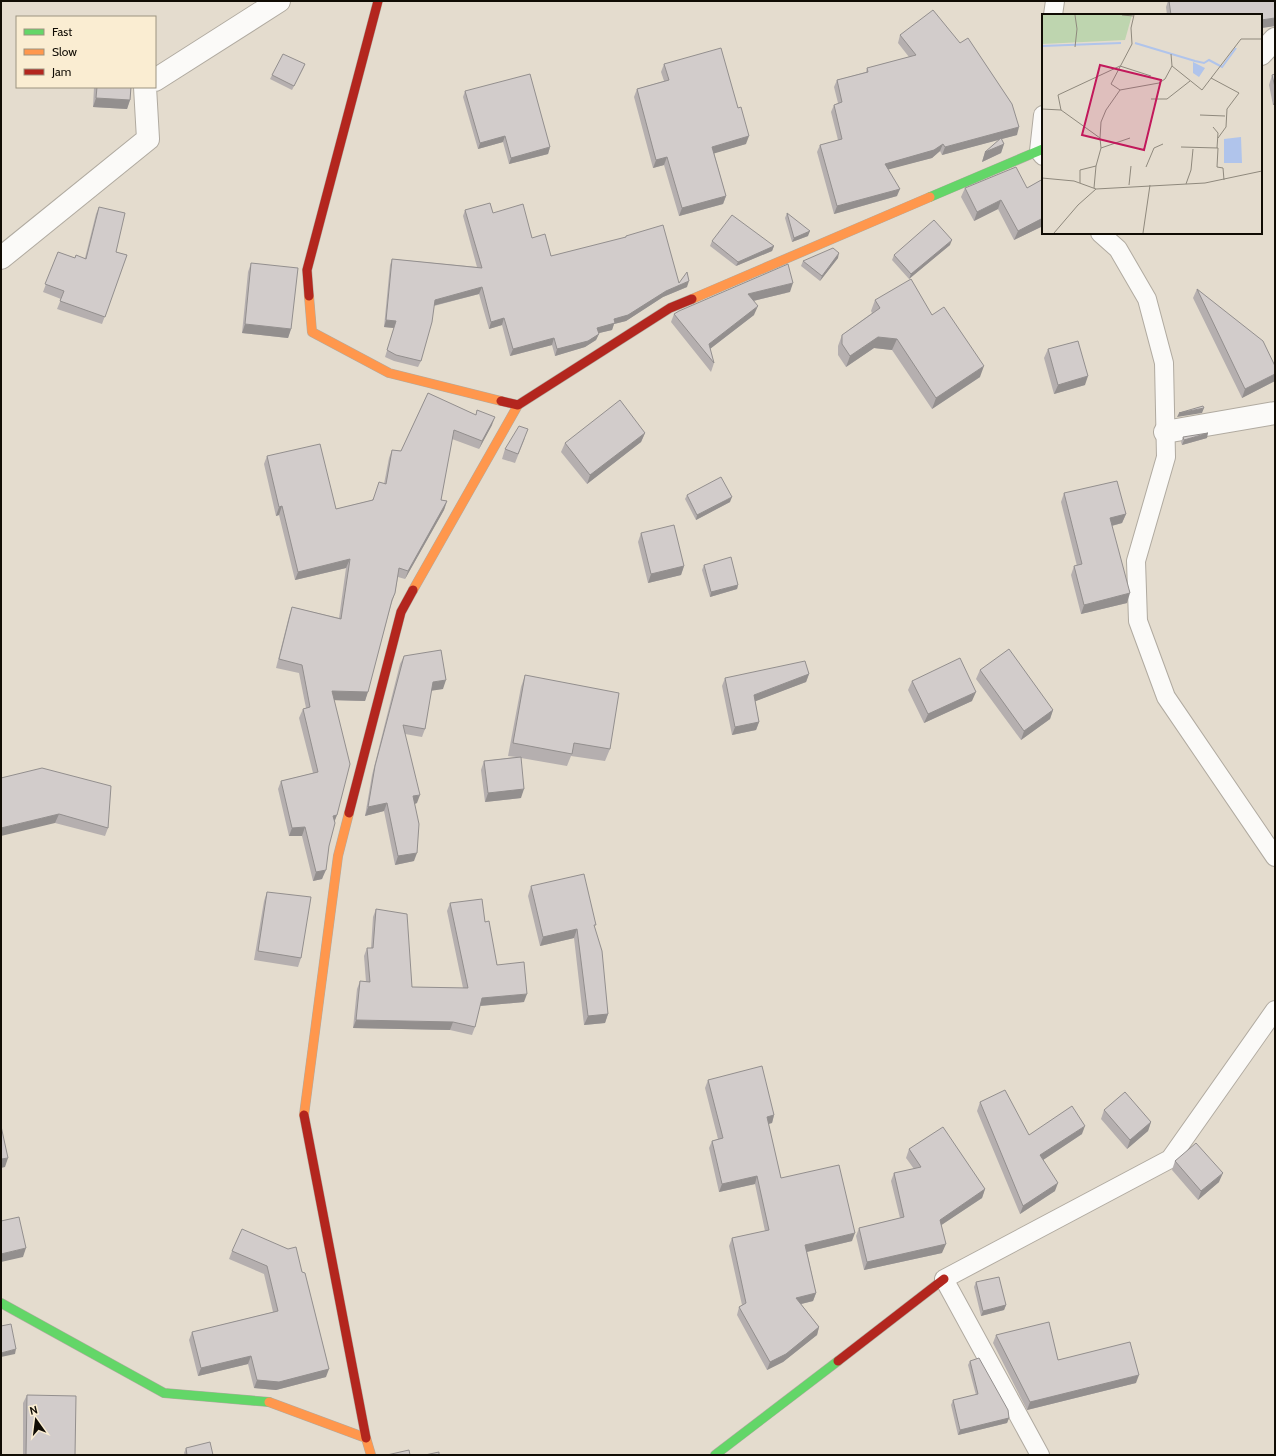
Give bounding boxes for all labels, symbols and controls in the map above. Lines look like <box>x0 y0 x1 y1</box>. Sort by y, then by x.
inset map <box>1042 14 1262 234</box>
legend <box>16 16 156 88</box>
text: Fast <box>52 24 72 39</box>
text: Slow <box>52 44 77 59</box>
text: Jam <box>51 64 71 79</box>
north arrow <box>16 1400 56 1440</box>
text: N <box>28 1403 39 1418</box>

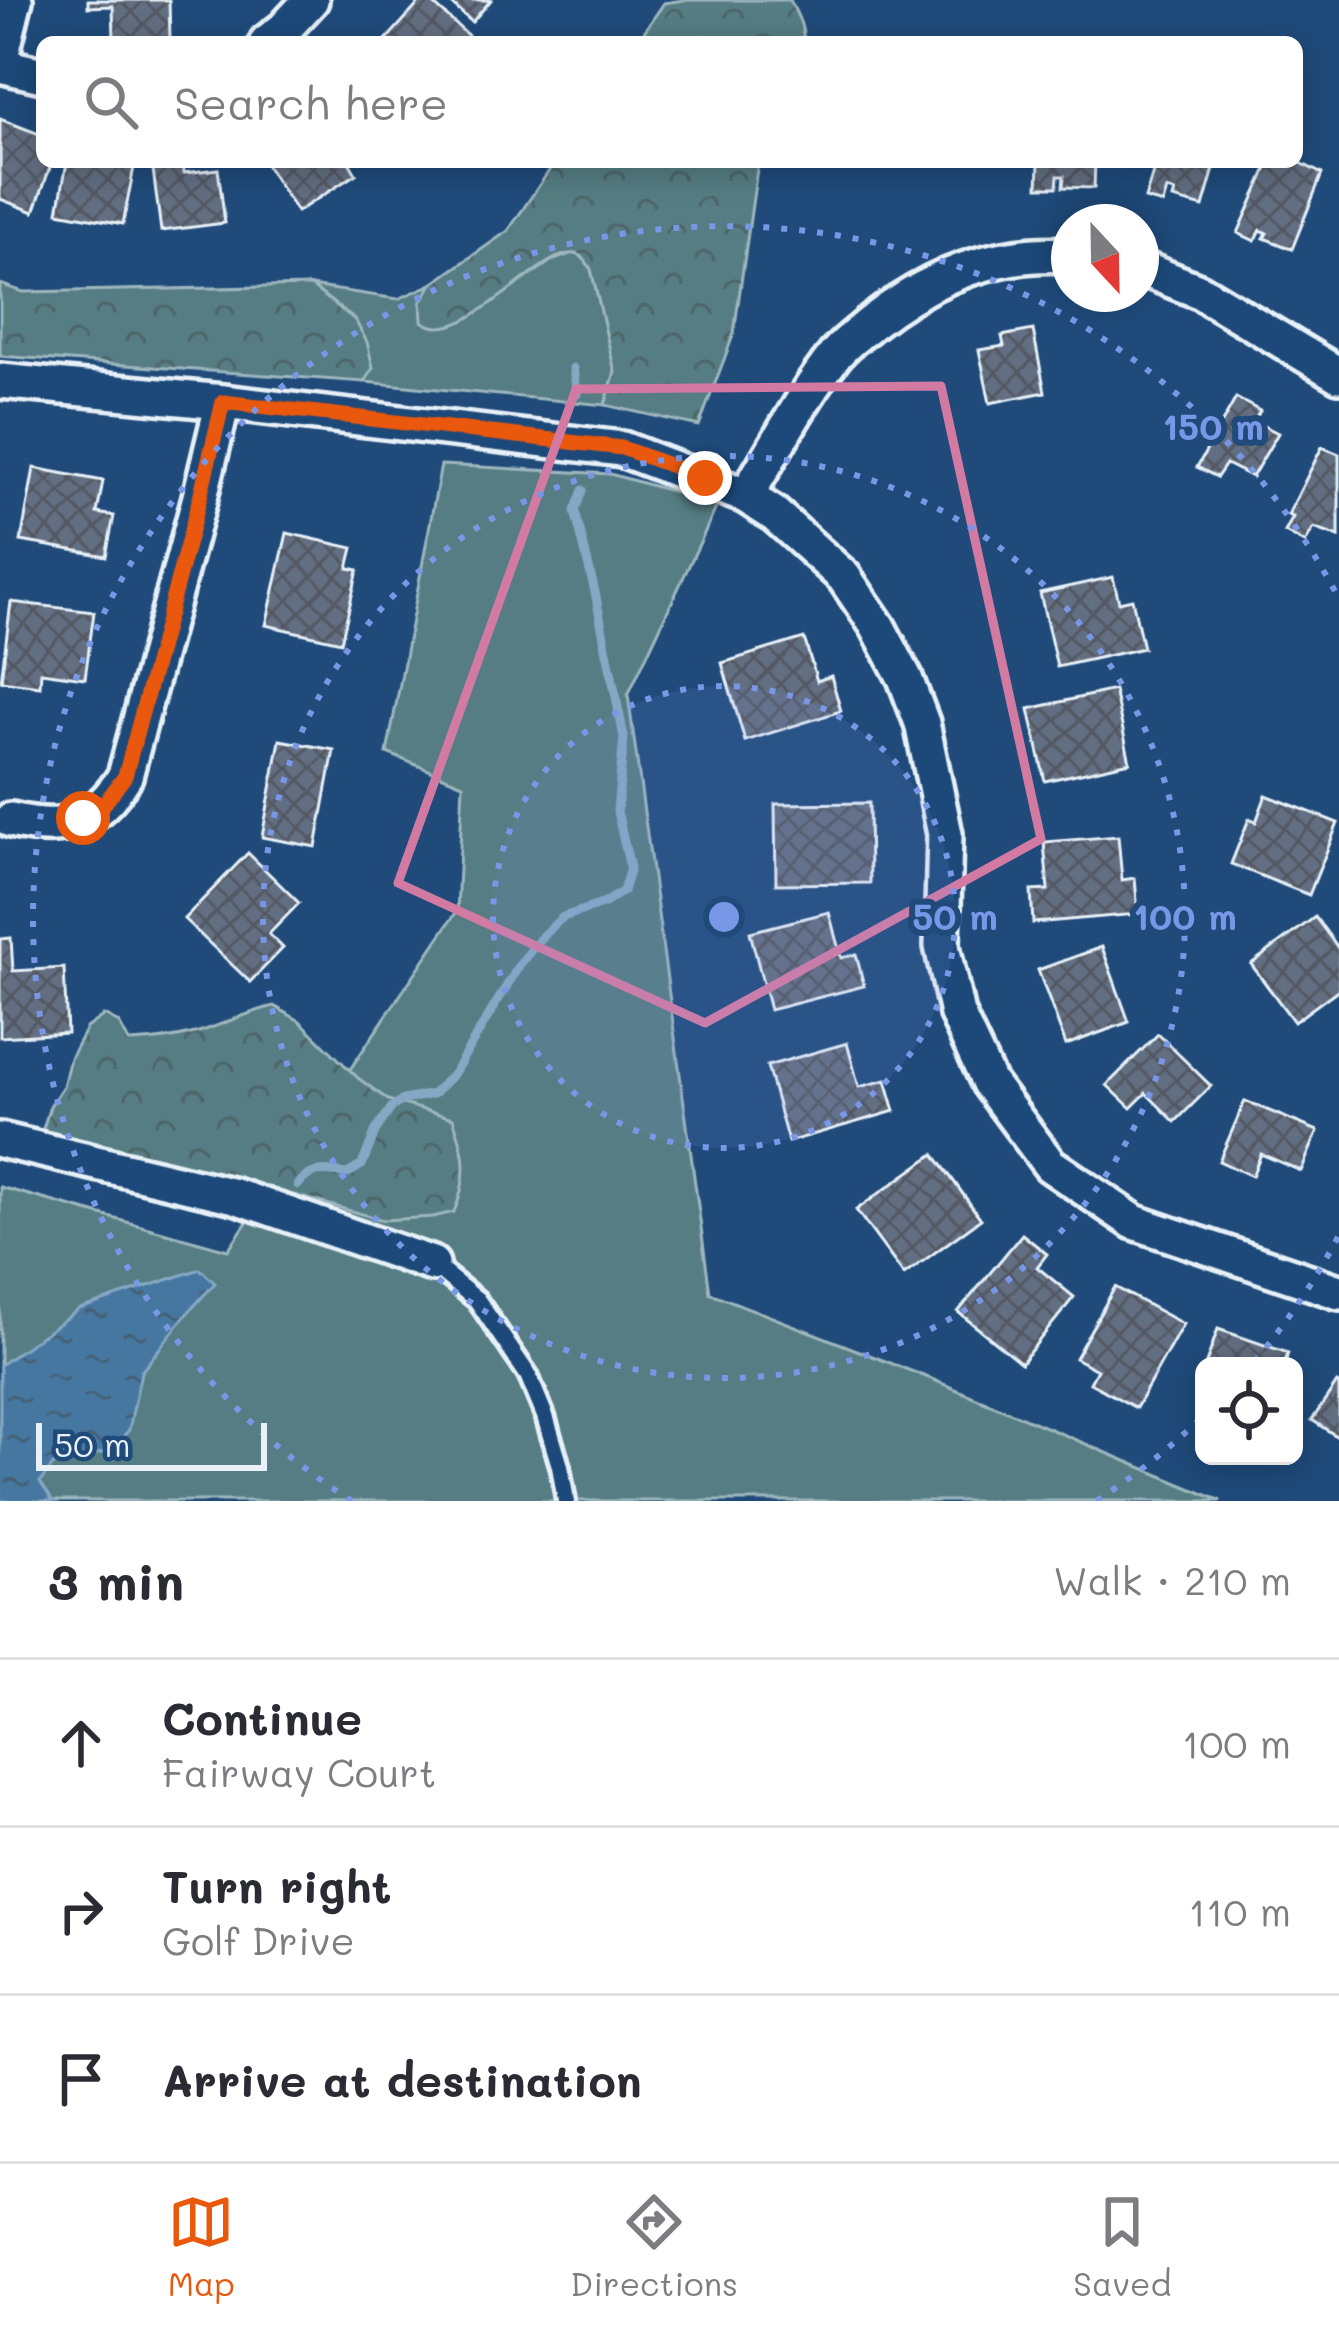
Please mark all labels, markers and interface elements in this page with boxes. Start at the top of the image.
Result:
search box [36,36,1303,168]
icon: search [78,69,144,135]
text: Search here [174,73,448,131]
north arrow [1051,204,1159,312]
text: 150 m [1162,402,1264,449]
route end [678,451,732,505]
route start [56,791,110,845]
text: 50 m [912,892,998,939]
text: 100 m [1133,892,1237,939]
centre of rings [703,896,745,938]
map controls [1195,1357,1303,1465]
button: locate [1195,1357,1303,1465]
scale bar [36,1417,267,1470]
text: 50 m [54,1422,130,1465]
text: 3 min [48,1546,184,1613]
text: Walk · 210 m [1053,1554,1291,1605]
text: Continue [162,1688,362,1746]
icon: ahead [48,1710,114,1776]
text: 100 m [1182,1717,1291,1768]
text: Fairway Court [162,1746,436,1797]
text: Turn right [162,1856,391,1914]
icon: right [48,1878,114,1944]
text: 110 m [1189,1885,1291,1936]
text: Golf Drive [162,1914,355,1965]
icon: arrive [48,2046,114,2112]
text: Arrive at destination [162,2050,642,2108]
tab: Map [168,2189,235,2304]
tab: Directions [570,2189,738,2304]
tab: Saved [1073,2189,1171,2304]

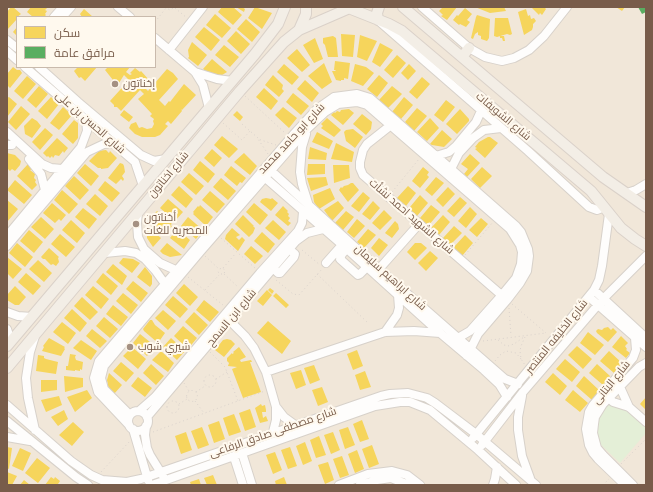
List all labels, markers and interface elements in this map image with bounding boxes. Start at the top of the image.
legend [16,16,156,68]
text: سكن [54,25,80,41]
text: مرافق عامة [54,45,115,61]
place label: إخناتون [123,77,155,91]
marker: إخناتون [110,79,120,89]
street label: شارع الحسن بن على [52,89,128,157]
street label: شارع الشويفات [473,90,533,144]
street label: شارع ابو حامد محمد [256,101,328,177]
street label: شارع اخناتون [146,149,192,201]
street label: شارع الشهيد احمد نشأت [366,176,456,258]
place label: أخناتون المصرية للغات [144,211,208,237]
marker: أخناتون المصرية للغات [131,219,141,229]
street label: شارع ابراهيم سليمان [351,242,429,314]
street label: شارع ابن السمح [204,287,260,349]
street label: شارع الخليفه المنتصر [523,297,591,377]
place label: شيري شوب [138,340,190,354]
marker: شيري شوب [125,342,135,352]
street label: شارع البتانى [590,358,634,408]
street label: شارع مصطفى صادق الرفاعى [208,405,338,461]

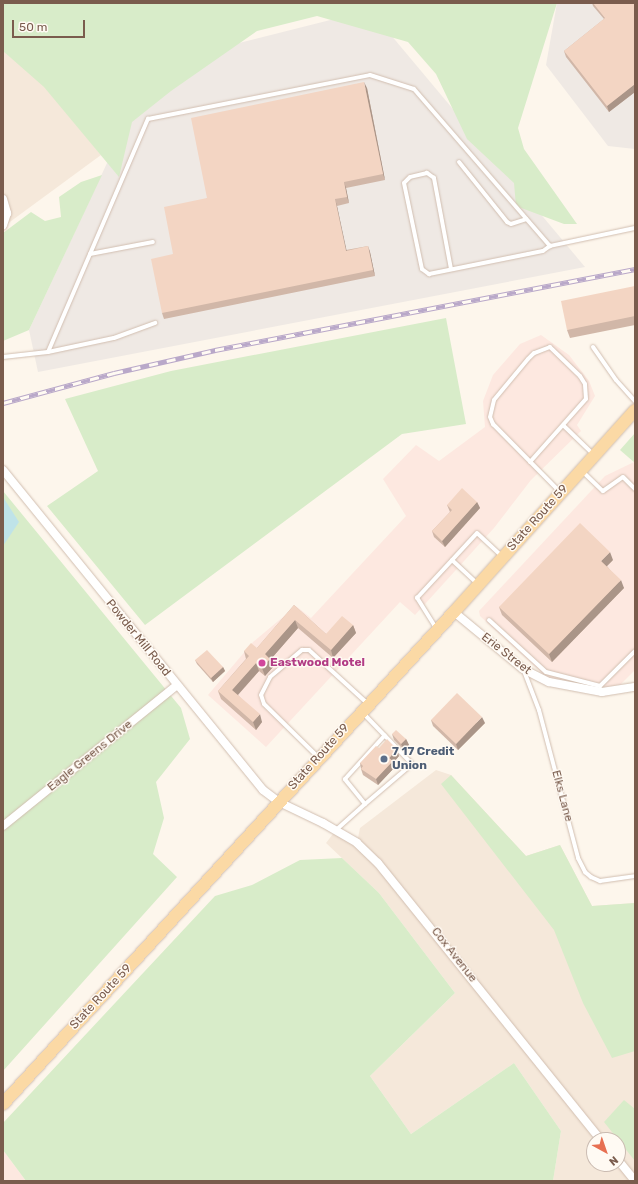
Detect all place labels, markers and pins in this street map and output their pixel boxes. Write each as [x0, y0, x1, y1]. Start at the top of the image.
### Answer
place label: Eastwood Motel [270, 656, 365, 670]
marker: Eastwood Motel [257, 658, 267, 668]
place label: 7 17 Credit Union [392, 745, 454, 773]
marker: 7 17 Credit Union [379, 754, 389, 764]

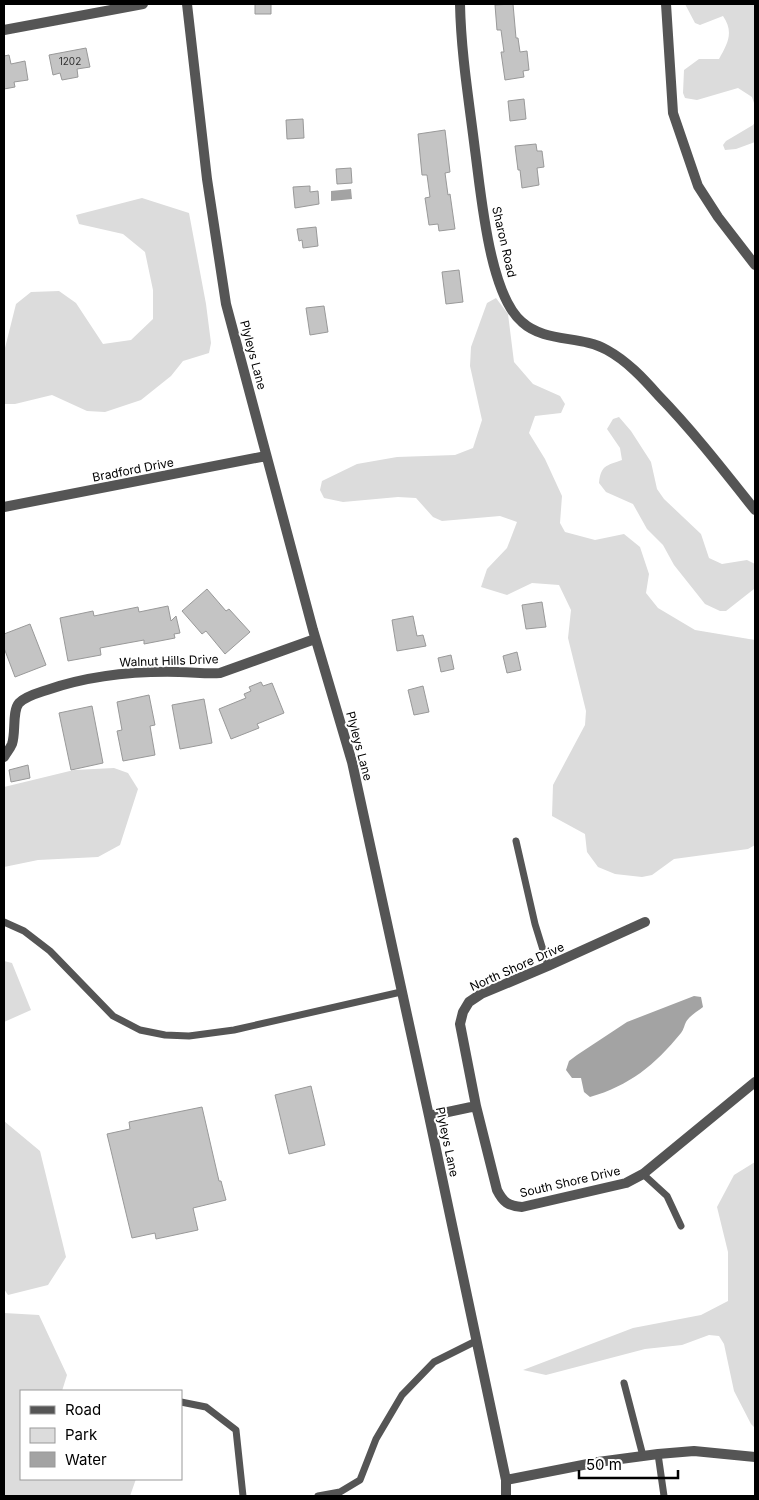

------------------------------------------------

■ TRY IT: Produce the full material again verbatim, with the pictures dropped.

■ EXERCISE OUTPUT:
Give bounding boxes for all labels, symbols and controls in the map above. Lines look like <box>x0 y0 x1 y1</box>. Sort by y, then by x.
inset map <box>1042 14 1262 234</box>
legend <box>16 16 156 88</box>
text: Fast <box>52 24 72 39</box>
text: Slow <box>52 44 77 59</box>
text: Jam <box>51 64 71 79</box>
north arrow <box>16 1400 56 1440</box>
text: N <box>28 1403 39 1418</box>

Please mark all labels, markers and interface elements in this page with boxes. Start at the top of the image.
Result:
search box [36,36,1303,168]
icon: search [78,69,144,135]
text: Search here [174,73,448,131]
north arrow [1051,204,1159,312]
text: 150 m [1162,402,1264,449]
route end [678,451,732,505]
route start [56,791,110,845]
text: 50 m [912,892,998,939]
text: 100 m [1133,892,1237,939]
centre of rings [703,896,745,938]
map controls [1195,1357,1303,1465]
button: locate [1195,1357,1303,1465]
scale bar [36,1417,267,1470]
text: 50 m [54,1422,130,1465]
text: 3 min [48,1546,184,1613]
text: Walk · 210 m [1053,1554,1291,1605]
text: Continue [162,1688,362,1746]
icon: ahead [48,1710,114,1776]
text: 100 m [1182,1717,1291,1768]
text: Fairway Court [162,1746,436,1797]
text: Turn right [162,1856,391,1914]
icon: right [48,1878,114,1944]
text: 110 m [1189,1885,1291,1936]
text: Golf Drive [162,1914,355,1965]
icon: arrive [48,2046,114,2112]
text: Arrive at destination [162,2050,642,2108]
tab: Map [168,2189,235,2304]
tab: Directions [570,2189,738,2304]
tab: Saved [1073,2189,1171,2304]

List all labels, markers and interface elements in this map image with bounding boxes. Start at the top of the image.
legend [16,16,156,68]
text: سكن [54,25,80,41]
text: مرافق عامة [54,45,115,61]
place label: إخناتون [123,77,155,91]
marker: إخناتون [110,79,120,89]
street label: شارع الحسن بن على [52,89,128,157]
street label: شارع الشويفات [473,90,533,144]
street label: شارع ابو حامد محمد [256,101,328,177]
street label: شارع اخناتون [146,149,192,201]
street label: شارع الشهيد احمد نشأت [366,176,456,258]
place label: أخناتون المصرية للغات [144,211,208,237]
marker: أخناتون المصرية للغات [131,219,141,229]
street label: شارع ابراهيم سليمان [351,242,429,314]
street label: شارع ابن السمح [204,287,260,349]
street label: شارع الخليفه المنتصر [523,297,591,377]
place label: شيري شوب [138,340,190,354]
marker: شيري شوب [125,342,135,352]
street label: شارع البتانى [590,358,634,408]
street label: شارع مصطفى صادق الرفاعى [208,405,338,461]

Detect all place labels, markers and pins in this street map and output their pixel boxes. Write each as [x0, y0, x1, y1]. Start at the top of the image.
### Answer
place label: Eastwood Motel [270, 656, 365, 670]
marker: Eastwood Motel [257, 658, 267, 668]
place label: 7 17 Credit Union [392, 745, 454, 773]
marker: 7 17 Credit Union [379, 754, 389, 764]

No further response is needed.